AtCIPK16, a CBL-interacting protein kinase gene, confers salinity tolerance in transgenic wheat

Abstract

Globally, wheat is the major source of staple food, protein, and basic calories for most of the human population. Strategies must be adopted for sustainable wheat crop production to fill the ever-increasing food demand. Salinity is one of the major abiotic stresses involved in plant growth retardation and grain yield reduction. In plants, calcineurin-B-like proteins form a complicated network with the target kinase CBL-interacting protein kinases (CIPKs) in response to intracellular calcium signaling as a consequence of abiotic stresses.

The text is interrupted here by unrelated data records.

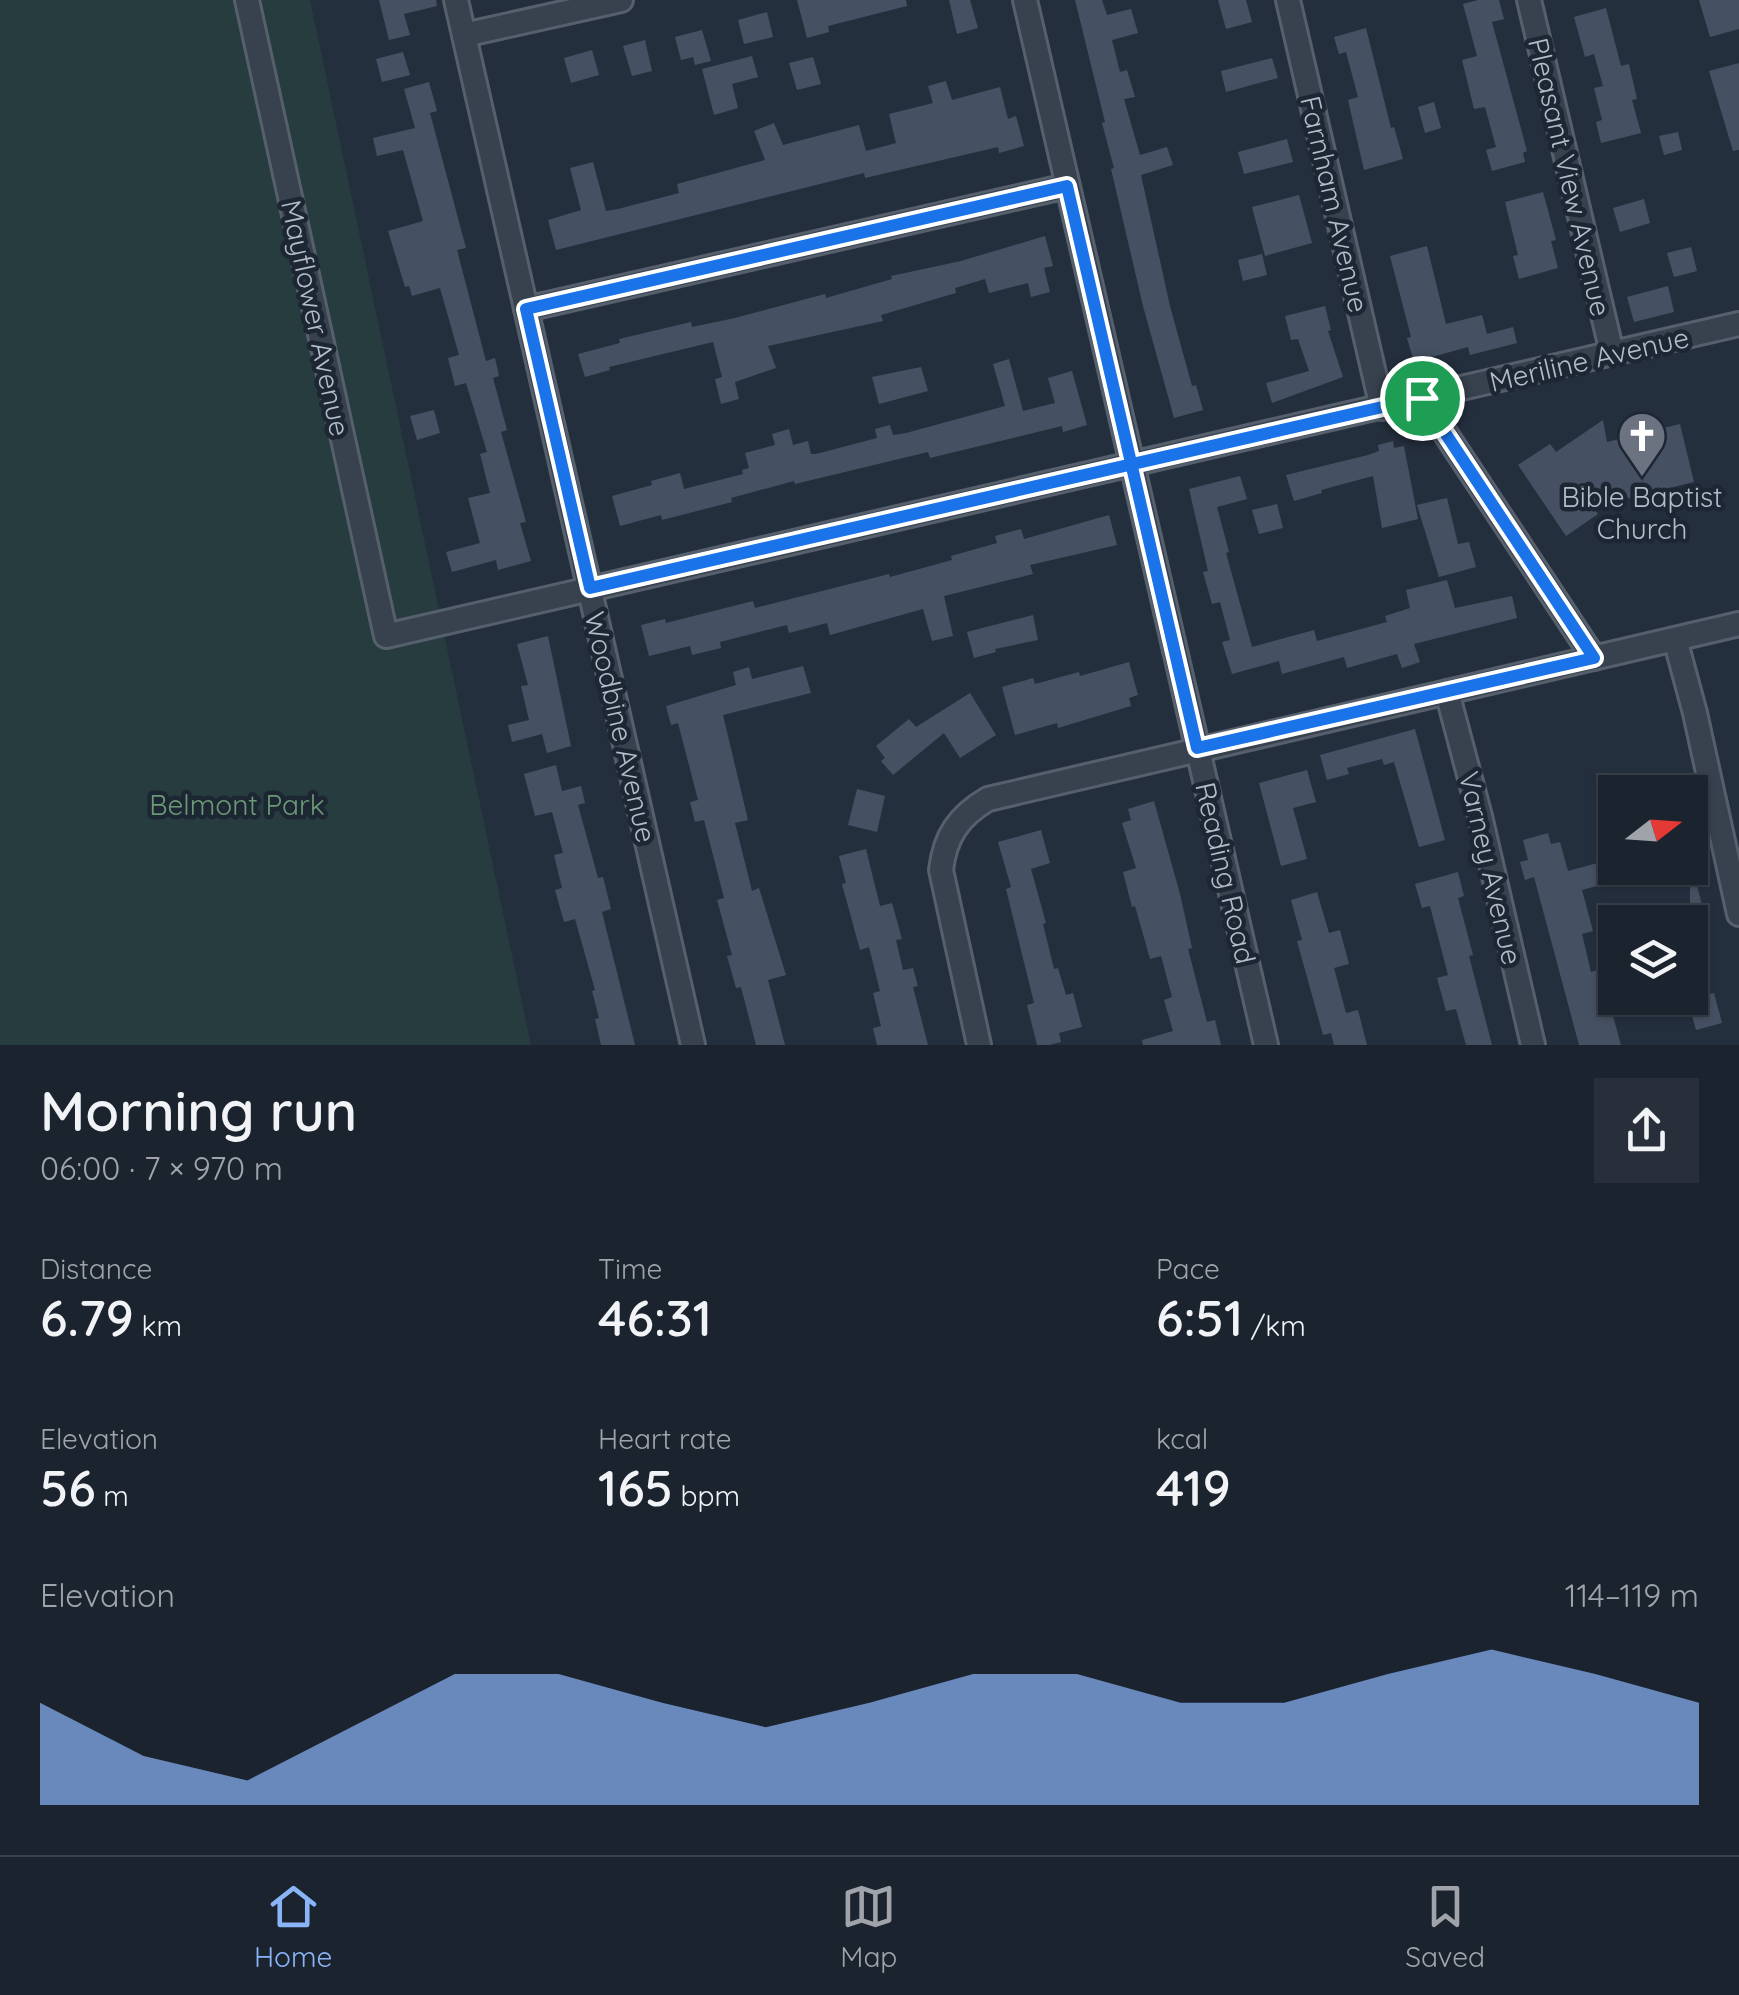 <!DOCTYPE html>
<meta charset="utf-8">
<style>
:root{--surface:#1b232e;--page:#282f3a;--text:#f1f3f6;--muted:#a0a4aa;--line:#39404a;--accent:#8ab4f8}
body{margin:0;font-family:Quicksand,sans-serif;background:var(--page);color:var(--text);height:100vh;display:flex;flex-direction:column;font-size:38px;white-space:nowrap}
*{box-sizing:border-box;margin:0}
p{font-size:32px;color:var(--muted)}
.icon{flex:none;width:55px;height:55px;fill:none;stroke:currentColor;stroke-width:2;stroke-linecap:round;stroke-linejoin:round}
.map{position:relative;height:1045px;overflow:hidden}
.drawer{display:flex;flex-direction:column;background:var(--surface);flex:1}
.drawer>*{flex:none}
.needle{width:65px;rotate:73deg}
.tools{position:absolute;left:1598px;top:775px;display:grid;gap:20px}
.tools a{display:grid;place-items:center;width:110px;height:110px;border-radius:0px;background:var(--surface);box-shadow:0 2px 8px #0004,0 0 0 2px var(--line);font-size:50px}
.pin{position:absolute;display:grid;place-items:center;width:85px;height:85px;color:#fff;margin:-42px;border:5px solid #fff;border-radius:50%;box-shadow:0 2px 10px #0007}
.round{display:grid;place-items:center;flex:none;width:105px;height:105px;border-radius:0px;background:var(--page)}
.head{display:flex;align-items:center;justify-content:space-between;height:170px;padding:0 40px}
h1{font-size:55px;font-weight:600;line-height:75px}
.metrics{display:grid;grid-template-columns:repeat(3,1fr);gap:15px;height:170px;padding:10px 40px}
.metrics div{display:grid;align-content:center}
.metrics b{font-size:50px;font-weight:600}
.metrics small{font-size:28px;font-weight:400}
.metrics p{font-size:28px}
.chart{height:280px;padding:20px 40px}
.chart p{display:flex;justify-content:space-between}
.chart svg{width:100%;height:180px;margin-top:10px;fill:var(--accent);opacity:.7}
.tab-bar{display:flex;justify-content:space-around;align-items:center;height:140px;border-top:2px solid var(--line);background:var(--surface);font-size:28px;color:var(--muted)}
.tab-bar a{display:grid;justify-items:center;gap:5px}
.tab-bar .selected{color:var(--accent)}
.map>svg:first-child{display:block}
</style>
<div class="map">
<svg width="1739" height="1045" viewBox="0 0 1739 1045">
<rect width="100%" height="100%" fill="#242f3e"/>
<path fill="#263c3f" d="M 0,0 L 310,0 L 531,1045 L 0,1045 Z"/>
<g fill="#455162">
<path d="M 379,0 L 436,0 L 437,6 L 404,14 L 410,35 L 389,40 Z"/>
<path d="M 797,0 L 906,0 L 907,6 L 828,26 L 829,32 L 807,38 Z"/>
<path d="M 949,0 L 970,0 L 978,28 L 957,34 Z"/>
<path d="M 1075,0 L 1102,0 L 1107,15 L 1131,9 L 1138,33 L 1112,40 L 1120,72 L 1127,70 L 1135,97 L 1124,99 L 1140,155 L 1167,147 L 1173,165 L 1141,175 L 1170,306 L 1192,386 L 1196,385 L 1203,410 L 1174,418 L 1143,306 L 1111,169 L 1114,168 L 1102,123 L 1105,122 Z"/>
<path d="M 1218,0 L 1246,0 L 1252,22 L 1226,29 Z"/>
<path d="M 1478,0 L 1499,0 L 1504,19 L 1492,22 L 1527,151 L 1523,153 L 1525,162 L 1492,171 L 1486,150 L 1496,147 L 1485,107 L 1474,109 L 1462,60 L 1477,56 L 1463,4 Z"/>
<path d="M 1699,0 L 1739,0 L 1739,29 L 1710,37 Z"/>
<path d="M 1606,8 L 1621,66 L 1629,64 L 1637,99 L 1632,100 L 1641,133 L 1601,143 L 1596,122 L 1602,120 L 1594,88 L 1603,86 L 1594,54 L 1585,57 L 1574,17 Z"/>
<path d="M 767,12 L 773,37 L 744,44 L 738,20 Z"/>
<path d="M 1366,28 L 1391,128 L 1394,127 L 1403,159 L 1364,170 L 1348,100 L 1358,97 L 1346,52 L 1339,54 L 1334,37 Z"/>
<path d="M 702,30 L 711,61 L 695,65 L 693,57 L 681,60 L 675,37 Z"/>
<path d="M 645,40 L 652,71 L 632,76 L 623,46 Z"/>
<path d="M 592,50 L 599,75 L 571,83 L 564,58 Z"/>
<path d="M 403,52 L 410,75 L 382,82 L 376,59 Z"/>
<path d="M 752,56 L 758,77 L 732,84 L 738,108 L 714,115 L 702,69 Z"/>
<path d="M 813,57 L 821,84 L 797,90 L 789,63 Z"/>
<path d="M 1272,58 L 1278,78 L 1226,92 L 1221,71 Z"/>
<path d="M 1739,63 L 1739,150 L 1733,151 L 1709,71 Z"/>
<path d="M 946,81 L 952,100 L 1000,87 L 1008,119 L 1016,116 L 1024,146 L 999,153 L 998,147 L 865,178 L 864,173 L 556,250 L 548,220 L 581,210 L 570,168 L 593,162 L 606,211 L 618,209 L 679,193 L 677,184 L 765,160 L 754,131 L 774,123 L 783,145 L 859,125 L 866,151 L 896,143 L 889,114 L 933,103 L 928,86 Z"/>
<path d="M 429,82 L 437,111 L 430,113 L 466,248 L 457,250 L 486,361 L 495,358 L 499,376 L 493,378 L 507,430 L 501,432 L 526,522 L 520,523 L 531,561 L 498,570 L 496,560 L 452,572 L 446,552 L 480,543 L 468,498 L 490,493 L 480,454 L 487,452 L 466,383 L 455,386 L 448,358 L 459,355 L 440,288 L 412,296 L 409,286 L 405,287 L 388,231 L 423,221 L 403,150 L 377,156 L 373,138 L 415,128 L 404,89 Z"/>
<path d="M 1434,102 L 1441,128 L 1425,133 L 1418,107 Z"/>
<path d="M 1678,132 L 1682,150 L 1664,155 L 1659,136 Z"/>
<path d="M 1287,139 L 1293,162 L 1244,174 L 1238,152 Z"/>
<path d="M 1543,192 L 1556,240 L 1551,241 L 1558,268 L 1519,279 L 1513,256 L 1518,255 L 1505,202 Z"/>
<path d="M 1299,195 L 1312,243 L 1265,256 L 1252,207 Z"/>
<path d="M 1644,199 L 1650,223 L 1620,232 L 1613,208 Z"/>
<path d="M 1045,236 L 1053,266 L 1044,268 L 1050,292 L 1031,297 L 1028,283 L 989,293 L 985,279 L 955,288 L 956,293 L 881,315 L 883,321 L 768,346 L 776,368 L 735,382 L 739,399 L 721,404 L 715,379 L 722,377 L 713,342 L 609,367 L 610,370 L 585,377 L 578,354 L 620,343 L 619,339 L 691,322 L 692,327 L 735,318 L 825,294 L 826,298 L 892,279 L 891,276 L 961,261 Z"/>
<path d="M 1427,246 L 1446,324 L 1482,315 L 1487,334 L 1513,327 L 1517,343 L 1470,355 L 1468,347 L 1414,362 L 1407,338 L 1411,337 L 1390,256 Z"/>
<path d="M 1691,247 L 1697,271 L 1674,277 L 1667,253 Z"/>
<path d="M 1262,254 L 1267,275 L 1243,281 L 1238,260 Z"/>
<path d="M 1668,286 L 1674,312 L 1634,322 L 1627,297 Z"/>
<path d="M 1325,306 L 1331,330 L 1328,331 L 1343,377 L 1272,403 L 1266,383 L 1309,371 L 1298,339 L 1291,340 L 1285,316 Z"/>
<path d="M 1009,359 L 1023,411 L 1055,403 L 1048,378 L 1072,371 L 1087,425 L 1063,432 L 1062,426 L 930,458 L 928,452 L 795,484 L 794,481 L 731,498 L 732,502 L 662,520 L 661,515 L 620,526 L 612,496 L 652,485 L 651,481 L 680,473 L 684,489 L 743,474 L 742,470 L 749,468 L 745,453 L 775,445 L 772,434 L 789,429 L 793,445 L 808,441 L 811,454 L 816,454 L 877,438 L 875,429 L 890,425 L 893,435 L 906,433 L 1005,406 L 993,364 Z"/>
<path d="M 921,367 L 928,391 L 879,404 L 872,377 Z"/>
<path d="M 434,410 L 440,433 L 417,440 L 410,416 Z"/>
<path d="M 1603,420 L 1607,442 L 1680,424 L 1694,482 L 1593,507 L 1598,514 L 1566,536 L 1518,465 L 1550,444 L 1556,452 Z"/>
<path d="M 1393,441 L 1394,448 L 1404,446 L 1418,519 L 1382,528 L 1373,476 L 1321,490 L 1322,493 L 1294,501 L 1286,475 L 1368,455 L 1379,451 L 1378,445 Z"/>
<path d="M 1240,476 L 1247,499 L 1217,507 L 1229,552 L 1226,553 L 1252,647 L 1314,630 L 1317,641 L 1387,622 L 1385,616 L 1410,608 L 1406,590 L 1447,580 L 1455,608 L 1512,596 L 1517,618 L 1414,644 L 1420,662 L 1402,668 L 1397,654 L 1347,668 L 1344,657 L 1282,674 L 1279,661 L 1232,674 L 1222,642 L 1230,640 L 1220,602 L 1212,604 L 1203,572 L 1208,571 L 1189,489 Z"/>
<path d="M 1447,498 L 1458,544 L 1469,542 L 1476,567 L 1439,577 L 1417,505 Z"/>
<path d="M 1277,504 L 1283,528 L 1259,534 L 1252,510 Z"/>
<path d="M 1109,515 L 1117,545 L 1030,565 L 1033,574 L 944,596 L 953,636 L 932,641 L 923,609 L 830,635 L 827,623 L 789,633 L 787,625 L 720,642 L 721,648 L 692,655 L 690,646 L 649,656 L 641,625 L 665,619 L 666,623 L 753,601 L 755,608 L 889,574 L 890,577 L 952,560 L 951,556 L 997,543 L 995,536 L 1021,529 L 1024,539 Z"/>
<path d="M 1033,615 L 1038,640 L 995,649 L 996,652 L 974,658 L 967,632 Z"/>
<path d="M 548,636 L 571,746 L 547,753 L 542,734 L 512,742 L 508,725 L 529,720 L 521,686 L 528,685 L 517,644 Z"/>
<path d="M 1129,662 L 1138,695 L 1129,698 L 1131,706 L 1058,728 L 1057,723 L 1015,735 L 1002,687 L 1033,678 L 1035,684 L 1079,672 L 1080,676 Z"/>
<path d="M 803,666 L 811,693 L 723,715 L 748,820 L 735,823 L 752,891 L 759,888 L 786,975 L 768,980 L 785,1045 L 756,1045 L 741,987 L 736,988 L 727,956 L 732,955 L 717,900 L 724,898 L 704,820 L 695,822 L 690,802 L 698,800 L 678,723 L 671,725 L 666,706 L 736,685 L 733,672 L 749,667 L 752,679 Z"/>
<path d="M 970,693 L 996,735 L 960,758 L 944,733 L 893,775 L 881,761 L 885,758 L 876,746 L 909,719 L 916,727 Z"/>
<path d="M 1415,729 L 1445,840 L 1419,847 L 1394,762 L 1384,765 L 1382,759 L 1347,768 L 1349,774 L 1327,780 L 1320,755 Z"/>
<path d="M 556,765 L 562,791 L 581,786 L 585,803 L 578,805 L 598,878 L 603,877 L 611,909 L 602,912 L 635,1045 L 601,1045 L 595,1019 L 599,1018 L 592,991 L 595,990 L 575,919 L 564,922 L 555,890 L 562,888 L 554,855 L 563,853 L 552,812 L 535,816 L 524,774 Z"/>
<path d="M 1307,770 L 1316,802 L 1293,808 L 1307,859 L 1281,866 L 1259,783 Z"/>
<path d="M 857,789 L 885,796 L 877,832 L 848,825 Z"/>
<path d="M 1154,801 L 1180,894 L 1192,948 L 1188,949 L 1207,1022 L 1215,1020 L 1221,1045 L 1143,1045 L 1142,1040 L 1173,1031 L 1164,1000 L 1172,997 L 1161,956 L 1150,959 L 1135,906 L 1132,907 L 1123,872 L 1136,868 L 1122,823 L 1131,820 L 1128,809 Z"/>
<path d="M 1041,830 L 1050,863 L 1031,869 L 1046,923 L 1043,924 L 1054,969 L 1058,968 L 1066,995 L 1073,993 L 1082,1027 L 1059,1033 L 1061,1042 L 1049,1045 L 1037,1045 L 1027,1005 L 1034,1003 L 1006,889 L 1011,887 L 998,842 Z"/>
<path d="M 1548,833 L 1551,844 L 1560,842 L 1568,871 L 1605,861 L 1611,882 L 1582,890 L 1593,931 L 1582,934 L 1591,972 L 1600,969 L 1621,1045 L 1579,1045 L 1534,877 L 1525,880 L 1520,862 L 1528,860 L 1523,840 Z"/>
<path d="M 866,849 L 880,906 L 892,903 L 902,939 L 896,940 L 903,970 L 913,968 L 918,986 L 913,987 L 928,1045 L 877,1045 L 873,1028 L 881,1026 L 873,993 L 880,991 L 869,947 L 860,950 L 842,884 L 846,883 L 839,856 Z"/>
<path d="M 1458,872 L 1464,896 L 1458,898 L 1473,955 L 1469,956 L 1492,1045 L 1466,1045 L 1456,1009 L 1446,1011 L 1437,978 L 1448,975 L 1430,906 L 1422,908 L 1415,884 Z"/>
<path d="M 1690,881 L 1696,881 L 1709,934 L 1690,939 L 1690,922 L 1658,922 L 1657,917 L 1690,908 Z"/>
<path d="M 1317,892 L 1329,933 L 1340,930 L 1349,964 L 1334,968 L 1346,1013 L 1358,1010 L 1367,1045 L 1334,1045 L 1331,1033 L 1323,1035 L 1297,941 L 1302,940 L 1291,900 Z"/>
<path d="M 1696,958 L 1705,995 L 1714,993 L 1722,1023 L 1696,1030 L 1689,1005 L 1650,1015 L 1646,998 L 1690,998 L 1690,959 Z"/>
</g>
<g fill="none" stroke-linecap="round" stroke-linejoin="round">
<g stroke="#565f6c" stroke-width="28">
<g id="street">
<path d="M 247,0 L 386,636 L 1739,324"/>
<path d="M 456,0 L 693,1045"/>
<path d="M 1025,0 L 1266,1045"/>
<path d="M 1288,0 L 1382,408"/>
<path d="M 1529,0 L 1612,353"/>
<path d="M 464,35 L 621,0"/>
<path d="M 526,309 L 1067,186"/>
<path d="M 1422,398 L 1594,658"/>
<path d="M 1675,639 L 1695,713 L 1739,914"/>
<path d="M 1447,692 L 1480,816 L 1533,1045"/>
<path d="M 979,1045 L 941,870 C 945,836 959,816 988,799 L 1739,624"/>
</g>
</g>
<use href="#street" stroke="#38414e" stroke-width="22"/>
</g>
<g fill="none" stroke-linecap="round" stroke-linejoin="round">
<g stroke="#fff" stroke-width="20">
<path id="route" d="M 1422,398 L 590,588 L 526,309 L 1067,186 L 1197,748 L 1594,658 L 1422,398"/>
</g>
<use href="#route" stroke="#1a73e8" stroke-width="12"/>
</g>
<defs>
<g id="church-pin" transform="scale(2.5)"><path d="M0 17L-7.5 6A9.5 9.5 0 1 1 7.5 6Z" fill="#6b7280" stroke="#1d2633"/><path d="M-1.2-6h2.4v3.5h3.3v2.4h-3.3V6h-2.4V-.1h-3.3v-2.4h3.3Z" fill="#fff"/></g>
</defs>
<g fill-rule="evenodd">
<use href="#church-pin" x="1642" y="436"/>
</g>
<g text-anchor="middle" dominant-baseline="central" stroke-width="9" stroke-linejoin="round" paint-order="stroke">
<g font-size="28" fill="#b4bcc9" stroke="#1d2633">
<text transform="translate(1570 177) rotate(77)">Pleasant View Avenue</text>
<text transform="translate(1335 204) rotate(77)">Farnham Avenue</text>
<text transform="translate(316 318) rotate(78)">Mayflower Avenue</text>
<text transform="translate(1589 359) rotate(-13)">Meriline Avenue</text>
<text transform="translate(621 727) rotate(77)">Woodbine Avenue</text>
<text transform="translate(1491 868) rotate(77)">Varney Avenue</text>
<text transform="translate(1226 873) rotate(77)">Reading Road</text>
</g>
<g font-size="28" fill="#b4bcc9" stroke="#1d2633">
<text x="1642" y="496">Bible Baptist<tspan x="1642" dy="32">Church</tspan></text>
</g>
<g font-size="28" fill="#6b9a76" stroke="#1d2633">
<text x="237" y="804">Belmont Park</text>
</g>
</g>
</svg>
<div class="tools">
<a><svg class="needle" viewBox="-14 -14 28 28"><path d="M0-13l5 13h-10z" fill="#e53935"/><path d="M0 13l5-13h-10z" fill="#a0a4aa"/></svg></a>
<a><svg class="icon" aria-label="layers" viewBox="0 0 24 24"><path d="M12 4l9 5-9 5-9-5zM3 14l9 5 9-5"/></svg></a>
</div>
<div class="pin" style="left:1422px;top:398px;background:#1e9e55"><svg class="icon" aria-label="arrive" viewBox="0 0 24 24"><path d="M6 21V4h12l-3 4 3 4H6"/></svg></div>
</div>
<section class="drawer">
<div class="head"><div><h1>Morning run</h1><p>06:00 · 7 × 970 m</p></div><a class="round"><svg class="icon" aria-label="share" viewBox="0 0 24 24"><path d="M12 15V3M7 8l5-5 5 5M5 13v7h14v-7"/></svg></a></div>
<div class="metrics">
<div><p>Distance</p><b>6.79<small> km</small></b></div>
<div><p>Time</p><b>46:31</b></div>
<div><p>Pace</p><b>6:51<small> /km</small></b></div>
</div>
<div class="metrics">
<div><p>Elevation</p><b>56<small> m</small></b></div>
<div><p>Heart rate</p><b>165<small> bpm</small></b></div>
<div><p>kcal</p><b>419</b></div>
</div>
<div class="chart"><p><span>Elevation</span>114–119 m</p>
<svg viewBox="0 0 160 44" preserveAspectRatio="none"><path d="M0 44V19L10 32L20 38L30 25L40 12L50 12L60 19L70 25L80 19L90 12L100 12L110 19L120 19L130 12L140 6L150 12L160 19V44z"/></svg>
</div>
</section>
<nav class="tab-bar">
<a class="selected"><svg class="icon" aria-label="home" viewBox="0 0 24 24"><path d="M3 11l9-7 9 7M6 9v11h12V9"/></svg>Home</a>
<a><svg class="icon" aria-label="map" viewBox="0 0 24 24"><path d="M3 6l6-2 6 2 6-2v14l-6 2-6-2-6 2zM9 4v14M15 6v14"/></svg>Map</a>
<a><svg class="icon" aria-label="saved" viewBox="0 0 24 24"><path d="M7 4h10v16l-5-4-5 4z"/></svg>Saved</a>
</nav>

The AtCIPK16 gene has been identified in Arabidopsis thaliana and found to be significantly upregulated under salinity stress. In this study, the AtCIPK16 gene was cloned in two different plant expression vectors, i.e., pTOOL37 having a UBI1 promoter and pMDC32 having a 2XCaMV35S constitutive promoter transformed through the Agrobacterium-mediated transformation protocol, in the local wheat cultivar Faisalabad-2008. Based on their ability to tolerate different levels of salt stress (0, 50, 100, and 200 mM), the transgenic wheat lines OE1, OE2, and OE3 expressing AtCIPK16 under the UBI1 promoter and OE5, OE6, and OE7 expressing the same gene under the 2XCaMV35S promoter performed better at 100 mM of salinity stress as compared with the wild type. The AtCIPK16 overexpressing transgenic wheat lines were further investigated for their K+ retention ability in root tissues by utilizing the microelectrode ion flux estimation technique. It has been demonstrated that after 10 min of 100 mM NaCl application, more K+ ions were retained in the AtCIPK16 overexpressing transgenic wheat lines than in the wild type. Moreover, it could be concluded that AtCIPK16 functions as a positive elicitor in sequestering Na+ ions into the cell vacuole and retaining more cellular K+ under salt stress to maintain ionic homeostasis.